• [Problem to solve]
Pictures are to be skipped. Retype exactly the lines from the top of the material through the one with "position:absolute; left:10px; top:10px;", and only those.

• [Supplied records]
= Beginning of Section =

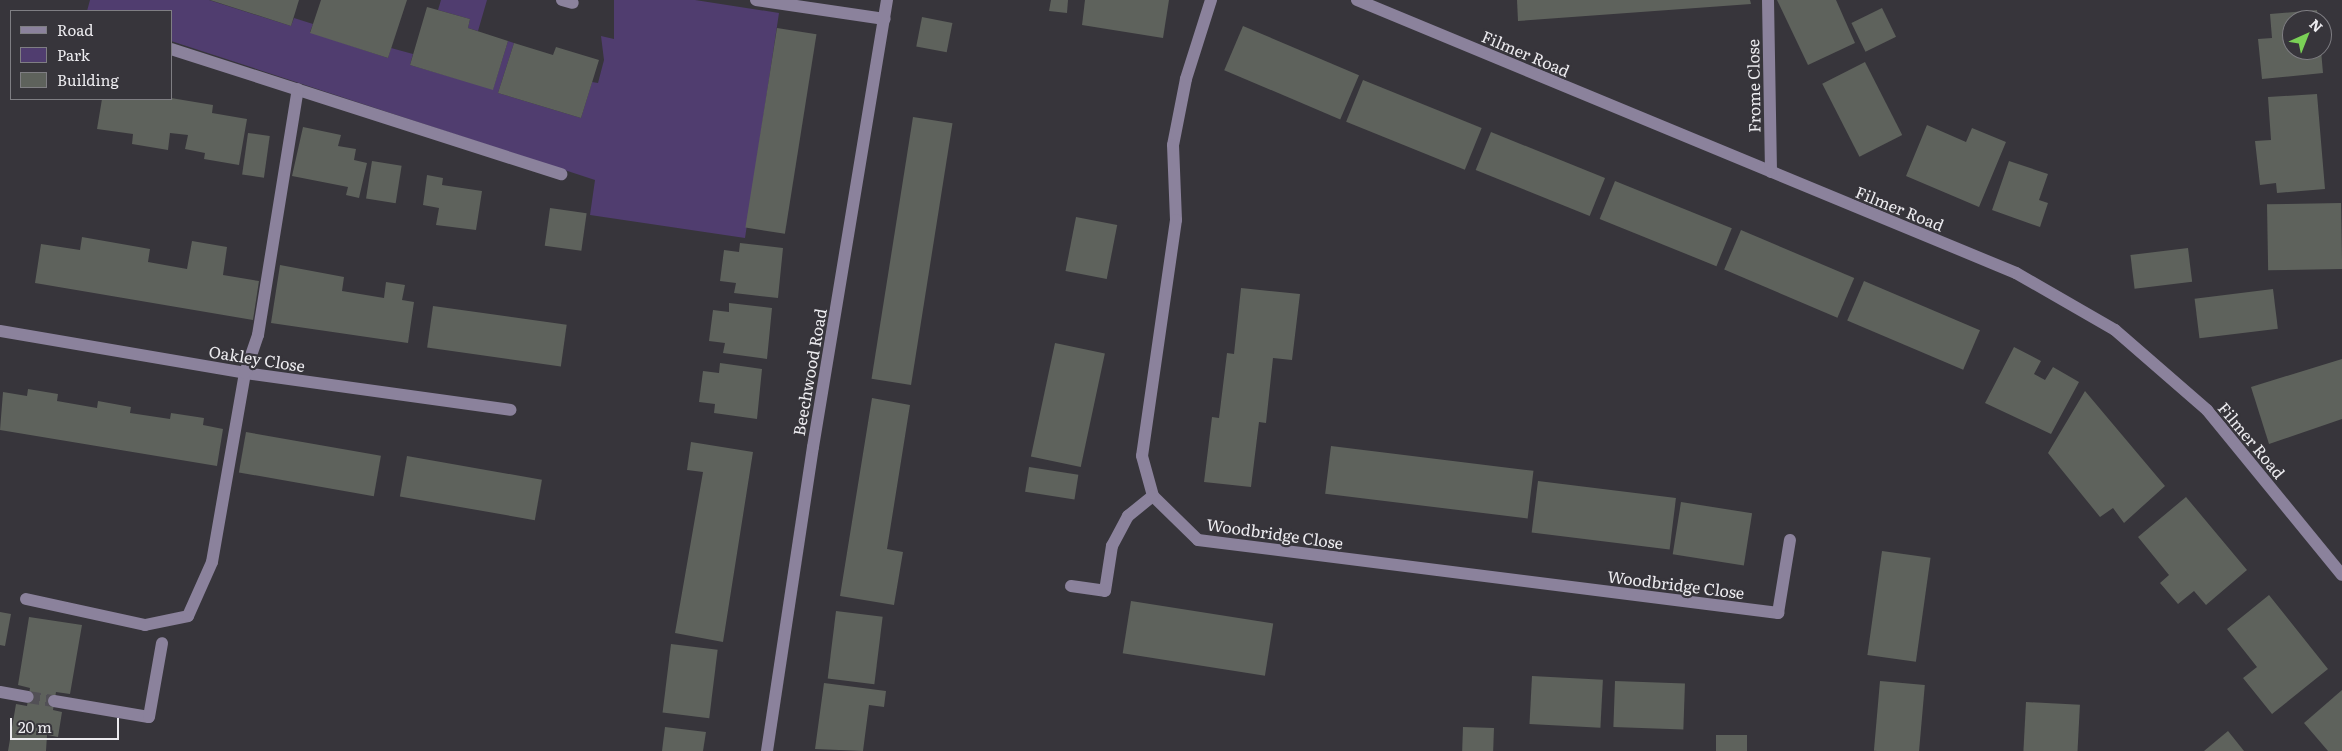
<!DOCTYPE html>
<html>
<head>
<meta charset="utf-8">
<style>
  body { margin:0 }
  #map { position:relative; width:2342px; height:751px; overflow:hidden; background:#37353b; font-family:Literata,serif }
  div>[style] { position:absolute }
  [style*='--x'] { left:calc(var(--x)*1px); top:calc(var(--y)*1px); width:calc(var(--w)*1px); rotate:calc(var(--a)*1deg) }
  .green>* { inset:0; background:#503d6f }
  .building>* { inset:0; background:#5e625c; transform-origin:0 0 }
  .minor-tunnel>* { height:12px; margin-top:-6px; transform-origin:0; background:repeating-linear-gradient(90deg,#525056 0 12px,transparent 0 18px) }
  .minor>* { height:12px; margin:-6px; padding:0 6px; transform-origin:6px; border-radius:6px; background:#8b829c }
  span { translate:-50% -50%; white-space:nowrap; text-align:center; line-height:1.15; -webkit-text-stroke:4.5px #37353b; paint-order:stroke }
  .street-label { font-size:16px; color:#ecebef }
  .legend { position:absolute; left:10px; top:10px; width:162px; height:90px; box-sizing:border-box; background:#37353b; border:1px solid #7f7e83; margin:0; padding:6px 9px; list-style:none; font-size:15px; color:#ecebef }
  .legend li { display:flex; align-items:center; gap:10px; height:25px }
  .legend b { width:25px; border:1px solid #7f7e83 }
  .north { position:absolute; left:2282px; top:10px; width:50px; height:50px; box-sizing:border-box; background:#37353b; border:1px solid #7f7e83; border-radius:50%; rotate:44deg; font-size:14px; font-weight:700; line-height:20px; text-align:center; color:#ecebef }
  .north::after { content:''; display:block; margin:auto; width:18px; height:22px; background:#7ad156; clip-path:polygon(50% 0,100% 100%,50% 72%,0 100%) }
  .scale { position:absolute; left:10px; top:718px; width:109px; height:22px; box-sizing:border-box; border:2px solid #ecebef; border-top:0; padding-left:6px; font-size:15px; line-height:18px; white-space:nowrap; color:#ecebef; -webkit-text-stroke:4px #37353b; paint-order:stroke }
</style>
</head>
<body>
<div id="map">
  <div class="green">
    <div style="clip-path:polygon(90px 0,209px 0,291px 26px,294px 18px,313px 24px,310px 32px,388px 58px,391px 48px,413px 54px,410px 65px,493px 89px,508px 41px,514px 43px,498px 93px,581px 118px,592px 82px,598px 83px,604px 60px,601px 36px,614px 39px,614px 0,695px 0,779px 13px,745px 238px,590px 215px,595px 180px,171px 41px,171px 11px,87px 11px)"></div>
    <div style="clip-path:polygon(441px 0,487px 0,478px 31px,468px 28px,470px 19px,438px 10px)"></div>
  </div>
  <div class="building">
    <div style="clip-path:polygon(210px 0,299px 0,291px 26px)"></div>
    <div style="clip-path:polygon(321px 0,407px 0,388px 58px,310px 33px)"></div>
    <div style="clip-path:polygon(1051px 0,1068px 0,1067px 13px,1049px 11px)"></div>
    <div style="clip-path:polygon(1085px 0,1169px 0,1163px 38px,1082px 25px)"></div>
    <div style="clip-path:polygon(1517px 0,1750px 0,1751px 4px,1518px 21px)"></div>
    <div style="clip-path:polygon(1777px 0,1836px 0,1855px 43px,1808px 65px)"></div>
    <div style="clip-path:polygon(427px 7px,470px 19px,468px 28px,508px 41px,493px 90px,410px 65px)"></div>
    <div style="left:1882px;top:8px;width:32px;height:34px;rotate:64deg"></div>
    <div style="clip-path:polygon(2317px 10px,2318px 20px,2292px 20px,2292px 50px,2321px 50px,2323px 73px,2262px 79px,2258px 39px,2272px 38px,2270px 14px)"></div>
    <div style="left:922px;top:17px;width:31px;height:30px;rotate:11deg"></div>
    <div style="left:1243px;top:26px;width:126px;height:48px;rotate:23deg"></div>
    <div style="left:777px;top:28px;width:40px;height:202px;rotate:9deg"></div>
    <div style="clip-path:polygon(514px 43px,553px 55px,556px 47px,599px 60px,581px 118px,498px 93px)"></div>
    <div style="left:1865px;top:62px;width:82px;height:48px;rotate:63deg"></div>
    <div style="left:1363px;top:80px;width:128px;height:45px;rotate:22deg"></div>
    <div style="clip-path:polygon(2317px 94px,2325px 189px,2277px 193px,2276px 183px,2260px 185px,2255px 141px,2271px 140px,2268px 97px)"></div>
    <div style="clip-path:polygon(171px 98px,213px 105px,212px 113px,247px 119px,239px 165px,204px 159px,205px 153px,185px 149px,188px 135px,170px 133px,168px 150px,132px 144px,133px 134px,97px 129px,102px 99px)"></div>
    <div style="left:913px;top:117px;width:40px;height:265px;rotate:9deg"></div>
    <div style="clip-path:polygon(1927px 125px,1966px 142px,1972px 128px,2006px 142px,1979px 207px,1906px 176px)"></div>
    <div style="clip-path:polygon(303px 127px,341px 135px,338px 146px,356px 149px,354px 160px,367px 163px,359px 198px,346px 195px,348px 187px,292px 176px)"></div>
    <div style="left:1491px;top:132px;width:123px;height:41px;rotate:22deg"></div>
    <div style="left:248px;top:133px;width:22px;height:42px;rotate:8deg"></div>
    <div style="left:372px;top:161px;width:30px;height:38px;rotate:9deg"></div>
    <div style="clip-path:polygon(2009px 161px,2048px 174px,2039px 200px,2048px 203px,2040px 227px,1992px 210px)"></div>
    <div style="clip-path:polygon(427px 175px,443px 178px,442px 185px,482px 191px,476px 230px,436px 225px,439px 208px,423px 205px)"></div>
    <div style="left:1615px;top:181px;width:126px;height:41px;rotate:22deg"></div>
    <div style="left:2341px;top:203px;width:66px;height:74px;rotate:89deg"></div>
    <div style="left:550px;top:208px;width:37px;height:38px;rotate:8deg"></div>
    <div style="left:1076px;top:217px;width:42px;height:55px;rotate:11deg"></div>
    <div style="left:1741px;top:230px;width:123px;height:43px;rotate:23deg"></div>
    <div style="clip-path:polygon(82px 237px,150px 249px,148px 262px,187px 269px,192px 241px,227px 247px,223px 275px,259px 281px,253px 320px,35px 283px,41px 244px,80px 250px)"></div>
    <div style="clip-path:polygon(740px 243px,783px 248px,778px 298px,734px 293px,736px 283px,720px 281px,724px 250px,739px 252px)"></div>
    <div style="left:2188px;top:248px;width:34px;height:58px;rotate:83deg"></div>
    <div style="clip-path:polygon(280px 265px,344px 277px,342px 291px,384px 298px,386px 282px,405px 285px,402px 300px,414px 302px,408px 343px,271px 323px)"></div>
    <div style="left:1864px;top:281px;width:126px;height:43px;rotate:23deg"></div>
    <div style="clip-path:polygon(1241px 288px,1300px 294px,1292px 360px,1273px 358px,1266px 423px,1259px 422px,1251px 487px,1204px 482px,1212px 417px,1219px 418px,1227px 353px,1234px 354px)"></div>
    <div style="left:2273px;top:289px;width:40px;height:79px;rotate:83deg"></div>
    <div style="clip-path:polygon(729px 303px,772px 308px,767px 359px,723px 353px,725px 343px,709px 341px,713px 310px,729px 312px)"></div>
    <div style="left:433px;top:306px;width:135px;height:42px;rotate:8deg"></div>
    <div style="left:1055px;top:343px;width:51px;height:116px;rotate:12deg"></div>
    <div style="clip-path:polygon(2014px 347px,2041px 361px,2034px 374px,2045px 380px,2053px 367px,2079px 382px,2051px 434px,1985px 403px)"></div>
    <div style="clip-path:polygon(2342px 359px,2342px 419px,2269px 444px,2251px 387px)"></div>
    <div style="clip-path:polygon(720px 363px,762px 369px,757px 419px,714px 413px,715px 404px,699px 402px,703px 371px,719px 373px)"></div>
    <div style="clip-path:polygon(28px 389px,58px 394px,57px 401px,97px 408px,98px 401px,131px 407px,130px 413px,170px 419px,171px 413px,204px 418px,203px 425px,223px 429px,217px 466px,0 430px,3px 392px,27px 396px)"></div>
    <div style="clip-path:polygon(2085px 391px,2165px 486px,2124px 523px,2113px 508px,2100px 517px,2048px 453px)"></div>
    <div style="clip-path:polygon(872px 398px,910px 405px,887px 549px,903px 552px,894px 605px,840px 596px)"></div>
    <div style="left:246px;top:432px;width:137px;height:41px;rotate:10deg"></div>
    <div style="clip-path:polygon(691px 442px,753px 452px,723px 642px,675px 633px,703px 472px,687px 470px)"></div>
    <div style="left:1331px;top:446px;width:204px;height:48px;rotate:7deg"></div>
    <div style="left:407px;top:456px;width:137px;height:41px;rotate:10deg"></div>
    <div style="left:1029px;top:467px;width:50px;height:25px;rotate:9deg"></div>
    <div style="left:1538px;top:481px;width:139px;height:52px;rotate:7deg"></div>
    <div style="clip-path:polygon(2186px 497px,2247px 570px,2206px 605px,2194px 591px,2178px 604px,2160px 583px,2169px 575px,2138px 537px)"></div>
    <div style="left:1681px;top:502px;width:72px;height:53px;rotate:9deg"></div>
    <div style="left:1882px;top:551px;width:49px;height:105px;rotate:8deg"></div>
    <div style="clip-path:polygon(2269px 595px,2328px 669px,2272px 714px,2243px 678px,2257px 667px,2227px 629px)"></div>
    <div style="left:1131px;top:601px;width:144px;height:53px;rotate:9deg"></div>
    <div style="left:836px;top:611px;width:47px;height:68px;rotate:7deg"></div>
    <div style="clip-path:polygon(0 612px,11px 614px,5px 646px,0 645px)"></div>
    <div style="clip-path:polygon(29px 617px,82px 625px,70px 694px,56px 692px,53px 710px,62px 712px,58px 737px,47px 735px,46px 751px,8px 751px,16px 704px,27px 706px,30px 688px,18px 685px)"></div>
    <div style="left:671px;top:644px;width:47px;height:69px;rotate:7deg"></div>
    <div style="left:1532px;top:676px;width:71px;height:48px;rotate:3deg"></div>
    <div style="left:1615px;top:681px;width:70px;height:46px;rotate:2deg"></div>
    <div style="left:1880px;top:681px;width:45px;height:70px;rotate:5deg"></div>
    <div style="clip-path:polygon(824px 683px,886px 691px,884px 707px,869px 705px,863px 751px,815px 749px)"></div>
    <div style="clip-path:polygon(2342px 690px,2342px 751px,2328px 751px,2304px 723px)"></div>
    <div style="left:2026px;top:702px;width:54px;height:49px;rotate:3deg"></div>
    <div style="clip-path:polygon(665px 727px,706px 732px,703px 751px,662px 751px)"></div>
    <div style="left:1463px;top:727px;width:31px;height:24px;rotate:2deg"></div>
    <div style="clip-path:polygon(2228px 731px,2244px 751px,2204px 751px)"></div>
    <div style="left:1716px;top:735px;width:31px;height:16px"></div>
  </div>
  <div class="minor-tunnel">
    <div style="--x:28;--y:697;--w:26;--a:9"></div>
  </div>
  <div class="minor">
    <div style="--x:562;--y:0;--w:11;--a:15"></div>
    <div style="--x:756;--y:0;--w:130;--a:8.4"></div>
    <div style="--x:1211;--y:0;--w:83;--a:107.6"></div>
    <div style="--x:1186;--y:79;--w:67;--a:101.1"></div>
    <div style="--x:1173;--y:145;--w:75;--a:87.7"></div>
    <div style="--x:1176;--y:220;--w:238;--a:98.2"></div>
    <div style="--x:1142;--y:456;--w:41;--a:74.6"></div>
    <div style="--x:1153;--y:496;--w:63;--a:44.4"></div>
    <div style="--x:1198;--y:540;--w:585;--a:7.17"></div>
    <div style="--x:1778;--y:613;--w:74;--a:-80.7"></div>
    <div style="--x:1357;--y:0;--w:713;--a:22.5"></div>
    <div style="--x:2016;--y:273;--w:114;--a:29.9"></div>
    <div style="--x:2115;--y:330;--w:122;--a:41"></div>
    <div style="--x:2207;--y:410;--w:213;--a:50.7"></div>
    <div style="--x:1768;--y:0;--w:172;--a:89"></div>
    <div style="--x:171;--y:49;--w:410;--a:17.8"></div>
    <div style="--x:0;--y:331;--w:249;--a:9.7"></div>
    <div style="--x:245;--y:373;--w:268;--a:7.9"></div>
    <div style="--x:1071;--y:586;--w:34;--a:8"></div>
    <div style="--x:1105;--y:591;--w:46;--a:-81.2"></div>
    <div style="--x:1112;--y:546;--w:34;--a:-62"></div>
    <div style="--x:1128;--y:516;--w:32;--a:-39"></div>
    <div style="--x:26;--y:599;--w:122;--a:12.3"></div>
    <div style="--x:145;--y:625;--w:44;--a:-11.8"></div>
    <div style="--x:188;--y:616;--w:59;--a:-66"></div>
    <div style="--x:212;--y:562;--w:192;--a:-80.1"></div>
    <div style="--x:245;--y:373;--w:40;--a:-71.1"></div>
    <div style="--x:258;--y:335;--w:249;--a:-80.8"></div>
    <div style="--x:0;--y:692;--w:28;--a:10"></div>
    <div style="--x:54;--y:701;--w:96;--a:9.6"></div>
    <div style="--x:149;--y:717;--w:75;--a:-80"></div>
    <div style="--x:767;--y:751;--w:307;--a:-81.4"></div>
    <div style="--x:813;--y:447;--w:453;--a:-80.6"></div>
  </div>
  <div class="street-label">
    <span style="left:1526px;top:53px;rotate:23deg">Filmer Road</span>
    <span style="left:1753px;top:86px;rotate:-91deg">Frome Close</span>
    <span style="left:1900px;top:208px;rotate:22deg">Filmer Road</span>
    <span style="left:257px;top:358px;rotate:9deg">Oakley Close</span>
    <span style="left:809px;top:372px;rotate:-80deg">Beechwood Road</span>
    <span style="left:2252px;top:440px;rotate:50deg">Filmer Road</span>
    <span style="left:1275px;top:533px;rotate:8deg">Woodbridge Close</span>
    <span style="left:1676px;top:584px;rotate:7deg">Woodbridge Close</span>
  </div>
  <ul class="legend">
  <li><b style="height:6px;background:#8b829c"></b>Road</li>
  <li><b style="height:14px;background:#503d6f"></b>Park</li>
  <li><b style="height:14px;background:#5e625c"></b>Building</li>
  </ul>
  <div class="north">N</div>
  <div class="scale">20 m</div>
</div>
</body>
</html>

= End of Section =

• [Result]
<!DOCTYPE html>
<html>
<head>
<meta charset="utf-8">
<style>
  body { margin:0 }
  #map { position:relative; width:2342px; height:751px; overflow:hidden; background:#37353b; font-family:Literata,serif }
  div>[style] { position:absolute }
  [style*='--x'] { left:calc(var(--x)*1px); top:calc(var(--y)*1px); width:calc(var(--w)*1px); rotate:calc(var(--a)*1deg) }
  .green>* { inset:0; background:#503d6f }
  .building>* { inset:0; background:#5e625c; transform-origin:0 0 }
  .minor-tunnel>* { height:12px; margin-top:-6px; transform-origin:0; background:repeating-linear-gradient(90deg,#525056 0 12px,transparent 0 18px) }
  .minor>* { height:12px; margin:-6px; padding:0 6px; transform-origin:6px; border-radius:6px; background:#8b829c }
  span { translate:-50% -50%; white-space:nowrap; text-align:center; line-height:1.15; -webkit-text-stroke:4.5px #37353b; paint-order:stroke }
  .street-label { font-size:16px; color:#ecebef }
  .legend { position:absolute; left:10px; top:10px; width:162px; height:90px; box-sizing:border-box; background:#37353b; border:1px solid #7f7e83; margin:0; padding:6px 9px; list-style:none; font-size:15px; color:#ecebef }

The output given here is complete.